# Exercise
Beneath this instruction is a block of data; output from it exactly the lines that run from the one containing "position:absolute; width:88px; margin:-44px;" through the one containing "fill:none; stroke-linecap:round; stroke-linejoin:round", inclusive.

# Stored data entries
────

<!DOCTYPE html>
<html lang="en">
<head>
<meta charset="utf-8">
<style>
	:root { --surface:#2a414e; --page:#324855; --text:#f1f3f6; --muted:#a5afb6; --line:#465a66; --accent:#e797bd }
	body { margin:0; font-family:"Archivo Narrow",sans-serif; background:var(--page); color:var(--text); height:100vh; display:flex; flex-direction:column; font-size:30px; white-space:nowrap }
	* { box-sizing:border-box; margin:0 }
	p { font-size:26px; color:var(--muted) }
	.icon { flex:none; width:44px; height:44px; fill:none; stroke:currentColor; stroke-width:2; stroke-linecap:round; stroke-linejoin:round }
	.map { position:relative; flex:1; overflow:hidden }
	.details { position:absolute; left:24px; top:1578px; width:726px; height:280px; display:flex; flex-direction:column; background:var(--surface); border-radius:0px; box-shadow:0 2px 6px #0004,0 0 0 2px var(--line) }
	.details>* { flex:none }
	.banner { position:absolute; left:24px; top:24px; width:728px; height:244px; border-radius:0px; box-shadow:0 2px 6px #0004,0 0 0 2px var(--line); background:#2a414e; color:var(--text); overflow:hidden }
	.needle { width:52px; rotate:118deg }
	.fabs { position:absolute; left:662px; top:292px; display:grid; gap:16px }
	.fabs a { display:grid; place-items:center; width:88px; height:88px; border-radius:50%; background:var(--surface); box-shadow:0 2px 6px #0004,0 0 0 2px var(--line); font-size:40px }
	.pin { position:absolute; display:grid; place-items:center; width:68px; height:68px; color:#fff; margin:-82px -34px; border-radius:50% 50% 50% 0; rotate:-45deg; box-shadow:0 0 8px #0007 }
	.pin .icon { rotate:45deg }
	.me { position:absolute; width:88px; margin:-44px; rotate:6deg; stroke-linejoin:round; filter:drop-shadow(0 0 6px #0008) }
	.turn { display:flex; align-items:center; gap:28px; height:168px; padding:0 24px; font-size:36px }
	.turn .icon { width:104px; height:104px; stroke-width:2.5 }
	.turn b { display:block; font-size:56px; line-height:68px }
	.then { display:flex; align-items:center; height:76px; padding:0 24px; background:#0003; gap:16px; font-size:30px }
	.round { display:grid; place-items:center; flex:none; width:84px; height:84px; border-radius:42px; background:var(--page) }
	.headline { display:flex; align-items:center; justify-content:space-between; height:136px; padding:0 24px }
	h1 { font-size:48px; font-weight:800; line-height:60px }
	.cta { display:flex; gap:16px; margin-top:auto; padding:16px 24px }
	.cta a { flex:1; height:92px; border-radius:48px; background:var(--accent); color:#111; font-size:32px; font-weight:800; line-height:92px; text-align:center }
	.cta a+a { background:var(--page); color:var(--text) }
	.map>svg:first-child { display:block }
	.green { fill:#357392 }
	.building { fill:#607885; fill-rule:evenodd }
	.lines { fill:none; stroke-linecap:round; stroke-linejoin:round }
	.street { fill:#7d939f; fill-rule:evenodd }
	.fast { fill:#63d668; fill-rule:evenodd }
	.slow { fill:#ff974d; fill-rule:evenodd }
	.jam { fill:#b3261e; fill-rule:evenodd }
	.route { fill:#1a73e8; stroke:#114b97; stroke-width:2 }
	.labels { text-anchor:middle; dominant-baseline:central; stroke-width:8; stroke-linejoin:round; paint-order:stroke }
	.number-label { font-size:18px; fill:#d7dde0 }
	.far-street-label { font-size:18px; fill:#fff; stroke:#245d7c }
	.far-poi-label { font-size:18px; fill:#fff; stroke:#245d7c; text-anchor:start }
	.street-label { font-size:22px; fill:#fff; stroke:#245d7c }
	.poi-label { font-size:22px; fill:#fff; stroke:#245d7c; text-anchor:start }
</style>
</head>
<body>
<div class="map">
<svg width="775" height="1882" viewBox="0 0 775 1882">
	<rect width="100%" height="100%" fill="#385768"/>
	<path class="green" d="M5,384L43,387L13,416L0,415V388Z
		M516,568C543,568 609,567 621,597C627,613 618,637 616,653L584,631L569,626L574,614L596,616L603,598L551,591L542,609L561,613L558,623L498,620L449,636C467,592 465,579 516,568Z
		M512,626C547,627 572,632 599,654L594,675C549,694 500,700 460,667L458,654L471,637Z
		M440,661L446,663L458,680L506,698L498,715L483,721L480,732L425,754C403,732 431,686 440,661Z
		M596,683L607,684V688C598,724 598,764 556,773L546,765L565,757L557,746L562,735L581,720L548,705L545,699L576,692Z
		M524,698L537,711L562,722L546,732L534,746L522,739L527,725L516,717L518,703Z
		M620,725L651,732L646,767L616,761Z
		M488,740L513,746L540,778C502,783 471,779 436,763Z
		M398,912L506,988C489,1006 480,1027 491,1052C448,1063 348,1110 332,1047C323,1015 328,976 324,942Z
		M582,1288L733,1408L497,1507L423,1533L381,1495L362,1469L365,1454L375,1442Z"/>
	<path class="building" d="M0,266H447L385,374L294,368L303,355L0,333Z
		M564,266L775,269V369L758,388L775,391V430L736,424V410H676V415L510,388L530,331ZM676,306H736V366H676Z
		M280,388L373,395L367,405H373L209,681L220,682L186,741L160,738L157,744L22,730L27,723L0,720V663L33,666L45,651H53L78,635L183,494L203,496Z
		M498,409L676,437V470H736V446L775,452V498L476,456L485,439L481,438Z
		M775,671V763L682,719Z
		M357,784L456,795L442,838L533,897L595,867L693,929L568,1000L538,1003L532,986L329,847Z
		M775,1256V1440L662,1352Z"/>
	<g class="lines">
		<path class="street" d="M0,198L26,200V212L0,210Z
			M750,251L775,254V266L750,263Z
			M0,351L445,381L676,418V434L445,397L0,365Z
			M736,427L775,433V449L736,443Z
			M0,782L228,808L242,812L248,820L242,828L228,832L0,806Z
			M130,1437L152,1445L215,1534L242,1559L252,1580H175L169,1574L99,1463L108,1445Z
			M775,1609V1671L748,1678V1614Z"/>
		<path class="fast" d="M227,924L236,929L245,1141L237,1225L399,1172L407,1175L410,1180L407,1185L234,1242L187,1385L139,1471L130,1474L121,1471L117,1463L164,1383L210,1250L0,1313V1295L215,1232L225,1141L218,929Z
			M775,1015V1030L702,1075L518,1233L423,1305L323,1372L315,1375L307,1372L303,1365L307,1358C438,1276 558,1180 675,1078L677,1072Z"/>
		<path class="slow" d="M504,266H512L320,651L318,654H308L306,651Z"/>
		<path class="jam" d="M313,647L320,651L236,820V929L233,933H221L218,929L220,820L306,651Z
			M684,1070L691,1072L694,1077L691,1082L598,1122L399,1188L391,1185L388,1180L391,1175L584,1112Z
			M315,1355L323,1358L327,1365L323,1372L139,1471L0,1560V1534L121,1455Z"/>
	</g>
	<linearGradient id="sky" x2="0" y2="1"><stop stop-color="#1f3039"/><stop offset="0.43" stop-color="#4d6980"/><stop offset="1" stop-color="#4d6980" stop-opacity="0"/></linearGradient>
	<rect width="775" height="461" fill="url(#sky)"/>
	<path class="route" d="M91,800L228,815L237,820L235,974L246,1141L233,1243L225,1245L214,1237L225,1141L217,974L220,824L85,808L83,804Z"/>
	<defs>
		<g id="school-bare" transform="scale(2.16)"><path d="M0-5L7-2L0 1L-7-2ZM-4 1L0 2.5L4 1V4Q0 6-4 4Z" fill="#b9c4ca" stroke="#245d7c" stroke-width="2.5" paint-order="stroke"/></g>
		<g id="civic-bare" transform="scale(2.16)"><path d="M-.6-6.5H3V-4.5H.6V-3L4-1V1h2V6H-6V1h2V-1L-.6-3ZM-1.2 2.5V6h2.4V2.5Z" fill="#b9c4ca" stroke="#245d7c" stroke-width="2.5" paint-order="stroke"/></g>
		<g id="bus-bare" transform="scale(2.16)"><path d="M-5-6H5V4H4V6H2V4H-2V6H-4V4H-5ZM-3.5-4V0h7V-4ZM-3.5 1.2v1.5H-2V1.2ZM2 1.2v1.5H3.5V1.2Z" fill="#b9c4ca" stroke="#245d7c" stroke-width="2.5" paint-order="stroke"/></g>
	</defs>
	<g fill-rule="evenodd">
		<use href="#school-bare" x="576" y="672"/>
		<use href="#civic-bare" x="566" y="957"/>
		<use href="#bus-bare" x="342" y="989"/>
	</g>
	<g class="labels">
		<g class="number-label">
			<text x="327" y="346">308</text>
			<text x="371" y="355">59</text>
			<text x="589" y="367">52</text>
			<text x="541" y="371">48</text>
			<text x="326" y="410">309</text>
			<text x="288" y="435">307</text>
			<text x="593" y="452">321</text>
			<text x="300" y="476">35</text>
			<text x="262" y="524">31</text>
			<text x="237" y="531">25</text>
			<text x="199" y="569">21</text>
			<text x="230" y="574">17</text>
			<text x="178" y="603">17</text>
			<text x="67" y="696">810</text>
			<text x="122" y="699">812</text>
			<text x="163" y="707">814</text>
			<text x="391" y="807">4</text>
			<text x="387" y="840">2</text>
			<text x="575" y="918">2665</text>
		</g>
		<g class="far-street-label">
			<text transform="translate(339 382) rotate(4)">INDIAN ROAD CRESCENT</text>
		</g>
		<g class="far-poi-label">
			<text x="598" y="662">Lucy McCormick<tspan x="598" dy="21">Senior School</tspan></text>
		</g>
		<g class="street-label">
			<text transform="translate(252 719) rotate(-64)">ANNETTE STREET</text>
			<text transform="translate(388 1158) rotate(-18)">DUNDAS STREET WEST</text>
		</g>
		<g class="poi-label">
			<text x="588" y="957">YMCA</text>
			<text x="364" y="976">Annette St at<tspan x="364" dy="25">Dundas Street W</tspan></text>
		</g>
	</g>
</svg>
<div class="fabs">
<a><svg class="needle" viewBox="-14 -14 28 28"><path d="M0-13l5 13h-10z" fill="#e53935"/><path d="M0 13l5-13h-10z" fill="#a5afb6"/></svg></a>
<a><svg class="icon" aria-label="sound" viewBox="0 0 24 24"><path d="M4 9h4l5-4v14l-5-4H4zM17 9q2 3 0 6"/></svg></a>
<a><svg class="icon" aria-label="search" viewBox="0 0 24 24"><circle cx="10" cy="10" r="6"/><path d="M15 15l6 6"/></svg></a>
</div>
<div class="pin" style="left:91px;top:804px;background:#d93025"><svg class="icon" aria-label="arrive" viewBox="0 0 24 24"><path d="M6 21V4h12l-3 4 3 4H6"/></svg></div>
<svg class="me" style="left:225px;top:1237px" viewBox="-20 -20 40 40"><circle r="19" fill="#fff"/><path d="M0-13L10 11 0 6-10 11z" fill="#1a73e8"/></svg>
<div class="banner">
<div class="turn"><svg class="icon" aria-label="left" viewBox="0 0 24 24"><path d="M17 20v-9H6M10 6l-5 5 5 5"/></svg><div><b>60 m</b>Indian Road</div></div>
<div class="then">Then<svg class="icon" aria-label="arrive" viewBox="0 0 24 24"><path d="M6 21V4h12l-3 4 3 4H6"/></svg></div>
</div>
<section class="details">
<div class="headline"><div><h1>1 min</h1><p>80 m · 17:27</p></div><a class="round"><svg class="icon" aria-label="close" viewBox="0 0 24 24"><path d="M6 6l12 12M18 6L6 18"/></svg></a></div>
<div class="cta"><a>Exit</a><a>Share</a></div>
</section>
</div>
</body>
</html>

────

# Solution to the problem
	.me { position:absolute; width:88px; margin:-44px; rotate:6deg; stroke-linejoin:round; filter:drop-shadow(0 0 6px #0008) }
	.turn { display:flex; align-items:center; gap:28px; height:168px; padding:0 24px; font-size:36px }
	.turn .icon { width:104px; height:104px; stroke-width:2.5 }
	.turn b { display:block; font-size:56px; line-height:68px }
	.then { display:flex; align-items:center; height:76px; padding:0 24px; background:#0003; gap:16px; font-size:30px }
	.round { display:grid; place-items:center; flex:none; width:84px; height:84px; border-radius:42px; background:var(--page) }
	.headline { display:flex; align-items:center; justify-content:space-between; height:136px; padding:0 24px }
	h1 { font-size:48px; font-weight:800; line-height:60px }
	.cta { display:flex; gap:16px; margin-top:auto; padding:16px 24px }
	.cta a { flex:1; height:92px; border-radius:48px; background:var(--accent); color:#111; font-size:32px; font-weight:800; line-height:92px; text-align:center }
	.cta a+a { background:var(--page); color:var(--text) }
	.map>svg:first-child { display:block }
	.green { fill:#357392 }
	.building { fill:#607885; fill-rule:evenodd }
	.lines { fill:none; stroke-linecap:round; stroke-linejoin:round }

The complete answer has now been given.